My car has a B-body 8 3/4 in it though, which have their pads welded at a different angle than A’s did anyway. I checked it all and shimmed it to the correct angle when I did the T56 install, but that install obviously changed other variables too.

If you’re building brackets there’s no reason you couldn’t make them a bit taller to keep the rear eye of the spring in the same place with the slider install.

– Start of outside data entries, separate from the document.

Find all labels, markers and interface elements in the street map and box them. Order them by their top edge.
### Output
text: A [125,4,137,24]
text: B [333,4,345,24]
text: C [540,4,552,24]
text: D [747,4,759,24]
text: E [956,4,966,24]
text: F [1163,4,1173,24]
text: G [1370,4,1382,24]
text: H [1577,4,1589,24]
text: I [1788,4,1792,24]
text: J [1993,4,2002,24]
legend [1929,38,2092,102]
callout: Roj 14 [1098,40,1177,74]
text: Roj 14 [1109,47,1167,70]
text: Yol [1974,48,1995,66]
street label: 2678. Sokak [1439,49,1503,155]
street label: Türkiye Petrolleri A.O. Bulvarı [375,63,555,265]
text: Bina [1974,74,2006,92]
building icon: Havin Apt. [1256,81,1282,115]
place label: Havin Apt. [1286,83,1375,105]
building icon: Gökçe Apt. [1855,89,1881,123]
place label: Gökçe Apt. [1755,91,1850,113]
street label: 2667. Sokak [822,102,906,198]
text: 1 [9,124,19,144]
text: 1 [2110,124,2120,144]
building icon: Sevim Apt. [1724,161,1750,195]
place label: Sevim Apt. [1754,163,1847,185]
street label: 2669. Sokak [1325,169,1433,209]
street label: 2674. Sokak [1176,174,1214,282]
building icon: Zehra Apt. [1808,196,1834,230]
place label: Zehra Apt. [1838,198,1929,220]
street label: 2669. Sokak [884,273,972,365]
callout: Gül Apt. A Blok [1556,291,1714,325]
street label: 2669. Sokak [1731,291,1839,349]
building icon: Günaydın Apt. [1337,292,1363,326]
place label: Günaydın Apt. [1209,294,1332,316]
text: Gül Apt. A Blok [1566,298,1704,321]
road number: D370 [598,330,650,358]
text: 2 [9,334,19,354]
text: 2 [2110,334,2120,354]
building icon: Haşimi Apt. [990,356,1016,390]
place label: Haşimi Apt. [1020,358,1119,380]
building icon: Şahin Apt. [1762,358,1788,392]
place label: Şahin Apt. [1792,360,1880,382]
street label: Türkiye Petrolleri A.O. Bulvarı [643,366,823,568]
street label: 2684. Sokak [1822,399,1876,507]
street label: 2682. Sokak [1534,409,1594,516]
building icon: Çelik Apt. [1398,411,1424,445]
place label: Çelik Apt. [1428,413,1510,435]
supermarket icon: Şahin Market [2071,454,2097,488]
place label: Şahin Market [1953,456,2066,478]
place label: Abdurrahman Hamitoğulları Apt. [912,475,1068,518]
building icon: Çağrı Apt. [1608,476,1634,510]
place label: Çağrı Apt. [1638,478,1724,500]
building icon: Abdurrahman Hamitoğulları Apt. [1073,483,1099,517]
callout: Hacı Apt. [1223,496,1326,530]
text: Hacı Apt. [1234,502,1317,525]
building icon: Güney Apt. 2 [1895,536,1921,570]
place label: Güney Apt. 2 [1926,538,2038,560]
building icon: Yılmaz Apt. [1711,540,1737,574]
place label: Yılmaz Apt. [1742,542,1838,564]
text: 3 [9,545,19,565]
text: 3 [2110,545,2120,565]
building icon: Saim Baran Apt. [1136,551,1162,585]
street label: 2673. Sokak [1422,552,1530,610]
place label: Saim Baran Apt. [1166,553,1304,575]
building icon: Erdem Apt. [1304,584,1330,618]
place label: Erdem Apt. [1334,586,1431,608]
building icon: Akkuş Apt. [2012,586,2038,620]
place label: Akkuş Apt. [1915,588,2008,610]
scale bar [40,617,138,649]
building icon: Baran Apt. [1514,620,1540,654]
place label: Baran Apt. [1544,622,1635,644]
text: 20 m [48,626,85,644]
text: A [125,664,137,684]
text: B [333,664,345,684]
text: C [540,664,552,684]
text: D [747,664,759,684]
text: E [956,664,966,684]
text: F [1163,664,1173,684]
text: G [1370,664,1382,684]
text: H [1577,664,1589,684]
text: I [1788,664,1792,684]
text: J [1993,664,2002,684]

Thanks. I just corrected angle after redoing my TKO Crossmember so the exhaust would tuck tighter. I'll just check it again before and after and adjust.
 
No photos but I believe I finally have the new front end setup the way I want it. Initially the track width was too narrow for my liking, so I had to take it all apart to extend the UCA/LCA. While I was doing this, I also decided to modify (shorten) the SPC UCAs I had. Trying to adjust cam bolts with a coil over and the hoops is kind of a pain in the ***. Especially when you have some awesome SPCs calling your name from across the garage. I did have some struggles getting the caster right on the driver side, but it's no fault of the HDK. I think the UCA mounts are welded a little further forward on this side. The right side practically fell to the settings I wanted. I had this struggle in the past with the stock K and I thought it was the K. Apparently not. Some minor adjustments on the LCA mounting locations and all was good. I went with more camber than I was running on the stock setup mostly due to the reduced camber gain with the HDK. Not sure if that's a valid reason, but that's my excuse. Heading up to Moparty Thursday and looking forward to seeing what this setup can do. I'm also looking forward to what MPH it will run in the 1/4 now with the free flowing exhaust and weight savings from the HDK. I'll admit, it feels pretty darn good on the street so far.
 
So the SPC arms worked good with the coil overs? What spindle/brake setup are you running?